CNN? FOX News? Drudge Report? Democracy Now?
As news media become more seemingly partisan, where can you turn to find accurate information and reasonable reflection? It’s as important as ever to be fully informed politically.
“Political science can provide perspective and context for both the campaign and election results that are often difficult to find in the current media environment, dominated as it is by cable talk, talk radio, and partisan/ideological blogs that often miss the forest for the trees,” says Dr. David Holian (Political Science). He is director of UNCG’s Center for Legislative Studies
As the Obama presidency nears its two-year mark, the Center for Legislative Studies in the Department of Political Science will present the fall lecture series “Obama at Midterm: Polarization and Backlash.”

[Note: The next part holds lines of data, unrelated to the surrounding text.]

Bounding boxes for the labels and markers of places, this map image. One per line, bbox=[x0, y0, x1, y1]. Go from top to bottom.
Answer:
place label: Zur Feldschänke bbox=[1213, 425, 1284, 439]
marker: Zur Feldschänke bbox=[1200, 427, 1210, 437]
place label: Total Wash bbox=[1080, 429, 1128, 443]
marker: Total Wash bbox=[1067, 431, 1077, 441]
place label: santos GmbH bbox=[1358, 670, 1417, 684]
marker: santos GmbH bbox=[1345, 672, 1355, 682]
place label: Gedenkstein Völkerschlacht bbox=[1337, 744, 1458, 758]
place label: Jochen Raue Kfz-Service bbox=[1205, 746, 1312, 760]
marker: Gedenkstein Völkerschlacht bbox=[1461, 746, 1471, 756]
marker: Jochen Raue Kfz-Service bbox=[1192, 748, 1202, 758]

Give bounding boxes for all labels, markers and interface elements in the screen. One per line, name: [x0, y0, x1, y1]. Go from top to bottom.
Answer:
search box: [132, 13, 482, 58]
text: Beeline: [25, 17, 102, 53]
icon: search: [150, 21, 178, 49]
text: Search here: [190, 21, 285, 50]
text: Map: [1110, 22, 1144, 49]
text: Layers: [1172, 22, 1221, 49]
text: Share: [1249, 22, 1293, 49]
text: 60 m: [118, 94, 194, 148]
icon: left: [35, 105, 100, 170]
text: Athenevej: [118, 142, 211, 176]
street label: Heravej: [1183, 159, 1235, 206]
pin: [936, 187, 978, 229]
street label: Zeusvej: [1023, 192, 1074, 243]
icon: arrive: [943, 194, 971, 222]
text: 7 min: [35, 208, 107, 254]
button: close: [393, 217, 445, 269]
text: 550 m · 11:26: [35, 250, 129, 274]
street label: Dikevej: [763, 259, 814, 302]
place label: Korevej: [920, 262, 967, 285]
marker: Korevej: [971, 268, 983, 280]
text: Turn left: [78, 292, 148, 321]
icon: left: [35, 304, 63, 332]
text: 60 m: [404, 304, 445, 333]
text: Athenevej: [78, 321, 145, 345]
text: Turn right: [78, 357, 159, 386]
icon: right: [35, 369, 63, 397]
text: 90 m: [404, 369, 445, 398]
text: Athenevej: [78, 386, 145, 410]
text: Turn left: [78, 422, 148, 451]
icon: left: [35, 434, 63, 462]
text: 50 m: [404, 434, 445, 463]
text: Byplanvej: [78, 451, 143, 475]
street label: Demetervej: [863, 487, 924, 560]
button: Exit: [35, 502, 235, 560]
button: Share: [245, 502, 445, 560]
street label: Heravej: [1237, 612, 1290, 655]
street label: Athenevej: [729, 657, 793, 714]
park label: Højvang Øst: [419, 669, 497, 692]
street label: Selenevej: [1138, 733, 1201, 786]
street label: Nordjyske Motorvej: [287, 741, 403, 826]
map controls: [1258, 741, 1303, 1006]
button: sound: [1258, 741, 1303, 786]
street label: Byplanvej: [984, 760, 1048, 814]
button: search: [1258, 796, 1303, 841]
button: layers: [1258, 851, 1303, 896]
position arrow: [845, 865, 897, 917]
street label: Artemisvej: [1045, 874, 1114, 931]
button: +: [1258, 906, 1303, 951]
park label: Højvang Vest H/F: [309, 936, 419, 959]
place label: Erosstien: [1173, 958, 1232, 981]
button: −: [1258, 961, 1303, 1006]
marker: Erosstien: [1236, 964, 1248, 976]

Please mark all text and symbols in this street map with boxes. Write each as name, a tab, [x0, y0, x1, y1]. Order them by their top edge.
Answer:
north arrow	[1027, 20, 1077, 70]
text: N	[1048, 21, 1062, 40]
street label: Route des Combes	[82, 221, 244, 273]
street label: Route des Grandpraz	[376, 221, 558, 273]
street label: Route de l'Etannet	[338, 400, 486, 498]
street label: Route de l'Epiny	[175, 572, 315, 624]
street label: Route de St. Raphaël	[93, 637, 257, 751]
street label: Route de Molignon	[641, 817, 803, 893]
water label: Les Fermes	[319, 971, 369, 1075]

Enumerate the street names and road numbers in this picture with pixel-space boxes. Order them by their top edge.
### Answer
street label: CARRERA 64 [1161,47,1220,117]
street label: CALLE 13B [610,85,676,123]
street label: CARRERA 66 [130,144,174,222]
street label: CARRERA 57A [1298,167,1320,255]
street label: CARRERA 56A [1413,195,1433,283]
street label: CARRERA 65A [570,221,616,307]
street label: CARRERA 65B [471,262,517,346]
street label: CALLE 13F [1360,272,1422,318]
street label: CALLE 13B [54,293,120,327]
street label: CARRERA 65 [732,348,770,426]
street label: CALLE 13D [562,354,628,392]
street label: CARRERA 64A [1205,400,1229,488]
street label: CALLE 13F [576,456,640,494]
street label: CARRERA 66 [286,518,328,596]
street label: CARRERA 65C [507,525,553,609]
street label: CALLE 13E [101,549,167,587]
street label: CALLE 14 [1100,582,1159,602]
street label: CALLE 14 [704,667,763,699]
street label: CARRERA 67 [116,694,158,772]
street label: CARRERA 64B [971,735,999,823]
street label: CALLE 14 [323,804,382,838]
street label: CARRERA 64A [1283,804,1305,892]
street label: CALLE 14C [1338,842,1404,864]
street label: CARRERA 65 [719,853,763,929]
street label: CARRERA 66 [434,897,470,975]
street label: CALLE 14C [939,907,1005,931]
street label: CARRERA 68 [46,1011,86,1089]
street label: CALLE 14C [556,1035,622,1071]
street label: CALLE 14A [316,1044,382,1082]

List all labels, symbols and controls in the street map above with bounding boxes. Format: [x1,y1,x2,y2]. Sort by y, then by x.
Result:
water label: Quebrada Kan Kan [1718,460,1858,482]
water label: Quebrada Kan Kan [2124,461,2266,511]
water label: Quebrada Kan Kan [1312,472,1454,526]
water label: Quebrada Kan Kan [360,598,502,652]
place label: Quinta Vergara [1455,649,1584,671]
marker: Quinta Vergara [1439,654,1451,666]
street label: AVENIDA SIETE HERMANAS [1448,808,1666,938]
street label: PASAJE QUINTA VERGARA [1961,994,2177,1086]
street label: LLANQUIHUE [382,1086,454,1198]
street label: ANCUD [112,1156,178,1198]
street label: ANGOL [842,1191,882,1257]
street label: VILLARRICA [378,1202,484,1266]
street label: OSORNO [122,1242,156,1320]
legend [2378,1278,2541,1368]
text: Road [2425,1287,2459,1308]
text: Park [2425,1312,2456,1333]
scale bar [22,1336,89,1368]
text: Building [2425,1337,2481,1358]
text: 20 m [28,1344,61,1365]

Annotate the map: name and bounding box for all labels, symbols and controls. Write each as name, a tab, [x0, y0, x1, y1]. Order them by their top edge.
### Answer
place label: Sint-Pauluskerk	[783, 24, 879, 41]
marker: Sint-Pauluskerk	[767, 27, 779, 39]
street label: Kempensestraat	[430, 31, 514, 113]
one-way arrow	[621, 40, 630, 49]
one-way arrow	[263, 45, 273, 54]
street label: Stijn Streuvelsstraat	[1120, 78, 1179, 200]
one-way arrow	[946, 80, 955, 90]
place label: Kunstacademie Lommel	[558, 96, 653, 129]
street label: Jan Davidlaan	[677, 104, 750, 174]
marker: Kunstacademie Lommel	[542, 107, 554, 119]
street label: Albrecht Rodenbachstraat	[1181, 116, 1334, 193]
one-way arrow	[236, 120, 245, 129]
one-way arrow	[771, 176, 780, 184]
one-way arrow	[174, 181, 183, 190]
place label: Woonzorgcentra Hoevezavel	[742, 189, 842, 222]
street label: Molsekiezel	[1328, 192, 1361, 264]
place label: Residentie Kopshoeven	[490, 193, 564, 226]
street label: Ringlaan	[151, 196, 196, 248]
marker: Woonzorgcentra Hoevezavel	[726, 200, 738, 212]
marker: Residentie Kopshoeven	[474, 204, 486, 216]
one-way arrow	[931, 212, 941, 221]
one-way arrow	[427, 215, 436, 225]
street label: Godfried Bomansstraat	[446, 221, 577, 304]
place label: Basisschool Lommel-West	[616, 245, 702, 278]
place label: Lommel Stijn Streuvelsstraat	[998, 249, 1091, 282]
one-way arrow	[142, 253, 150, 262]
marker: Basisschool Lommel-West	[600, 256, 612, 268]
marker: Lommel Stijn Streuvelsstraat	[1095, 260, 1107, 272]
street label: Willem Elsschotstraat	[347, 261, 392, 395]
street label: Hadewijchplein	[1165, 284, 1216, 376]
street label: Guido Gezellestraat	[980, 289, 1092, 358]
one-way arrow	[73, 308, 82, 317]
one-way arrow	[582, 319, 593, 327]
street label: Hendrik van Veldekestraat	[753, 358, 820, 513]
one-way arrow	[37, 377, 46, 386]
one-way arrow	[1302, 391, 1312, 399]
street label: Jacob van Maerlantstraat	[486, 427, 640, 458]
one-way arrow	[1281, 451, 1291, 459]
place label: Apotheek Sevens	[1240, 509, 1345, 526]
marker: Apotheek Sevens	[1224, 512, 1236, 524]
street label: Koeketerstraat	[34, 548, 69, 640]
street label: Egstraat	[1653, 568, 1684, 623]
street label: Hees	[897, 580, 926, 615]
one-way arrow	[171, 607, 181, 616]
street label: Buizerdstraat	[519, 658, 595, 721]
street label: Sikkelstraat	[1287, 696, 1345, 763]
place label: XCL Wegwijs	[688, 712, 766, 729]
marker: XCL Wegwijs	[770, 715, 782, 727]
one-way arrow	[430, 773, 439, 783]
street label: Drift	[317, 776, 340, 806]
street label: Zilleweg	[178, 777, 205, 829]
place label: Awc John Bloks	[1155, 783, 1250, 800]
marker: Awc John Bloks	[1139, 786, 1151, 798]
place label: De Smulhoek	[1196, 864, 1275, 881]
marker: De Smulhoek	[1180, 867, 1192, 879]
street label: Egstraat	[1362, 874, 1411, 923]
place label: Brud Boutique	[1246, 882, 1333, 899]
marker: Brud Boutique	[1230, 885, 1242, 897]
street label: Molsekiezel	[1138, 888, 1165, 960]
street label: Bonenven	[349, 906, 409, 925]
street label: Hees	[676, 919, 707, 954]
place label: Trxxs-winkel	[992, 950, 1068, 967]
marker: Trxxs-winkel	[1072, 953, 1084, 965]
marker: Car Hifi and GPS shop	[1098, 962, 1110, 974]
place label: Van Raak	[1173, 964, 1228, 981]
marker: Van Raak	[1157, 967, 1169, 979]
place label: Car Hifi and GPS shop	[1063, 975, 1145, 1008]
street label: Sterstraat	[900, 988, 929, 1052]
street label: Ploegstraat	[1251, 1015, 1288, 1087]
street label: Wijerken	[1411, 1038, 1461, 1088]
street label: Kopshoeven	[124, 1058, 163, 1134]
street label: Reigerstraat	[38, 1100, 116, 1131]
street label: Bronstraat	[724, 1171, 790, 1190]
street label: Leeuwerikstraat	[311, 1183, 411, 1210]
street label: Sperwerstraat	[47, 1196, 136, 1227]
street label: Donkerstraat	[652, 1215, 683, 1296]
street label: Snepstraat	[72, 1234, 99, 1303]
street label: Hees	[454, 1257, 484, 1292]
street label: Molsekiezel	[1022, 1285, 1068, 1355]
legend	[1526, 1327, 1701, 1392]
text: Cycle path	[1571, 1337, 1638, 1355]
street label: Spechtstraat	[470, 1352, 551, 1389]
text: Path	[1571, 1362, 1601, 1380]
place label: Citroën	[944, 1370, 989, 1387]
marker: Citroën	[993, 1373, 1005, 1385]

“We feel it’s important to take a step back and discuss how the current midterm elections are not only unique in certain ways – for example, the effect of the Tea Party in Republican primaries and the competition between increasingly polarized parties – but also perfectly predictable given our understanding of past midterms – for example, the expectation of large losses by the president’s party, especially given the poor economy.”
Two talks are before the midterm elections. One is afterward. “The first talk will be about Republican prospects for taking over the House, Senate or both,” said Holian (Political Science). “The second talk will discuss the Obama presidency in the context of the highly politically polarized era we live in. Finally, the third talk will place the election results in context and discuss Obama’s leadership challenge as we turn our attention to the 2012 presidential election.”
The talks begin this week:
“How Large a Wave? The Outlook for the 2010 Midterm Elections”
Dr. Alan I. Abramowitz (Emory University)
Wednesday, Sept. 29, 7:30 p.m.
“Barack Obama and the Partisan Presidency”
Dr. Richard M. Skinner (Rollins College)
Wednesday, Oct. 20, 7:30 p.m.
“The 2010 Midterms and Their Consequences”
Dr. David W. Rohde (Duke University)
Wednesday, Nov. 17, 7:30 p.m.
All events will be held in the Weatherspoon Auditorium.
Free parking will be behind the Museum.
A reception will follow each lecture in the Atrium.
Dr. Alan I. Abramowitz, the first speaker, is the Alben W. Barkley Professor of Political Science at Emory University in Atlanta. He has authored or coauthored five books, has made dozens of contributions to edited volumes, and has published more than 40 articles in political science journals dealing with political parties, elections and voting behavior in the United States. His book “The Disappearing Center: Engaged Citizens, Polarization and American Democracy” was published this year by Yale University Press.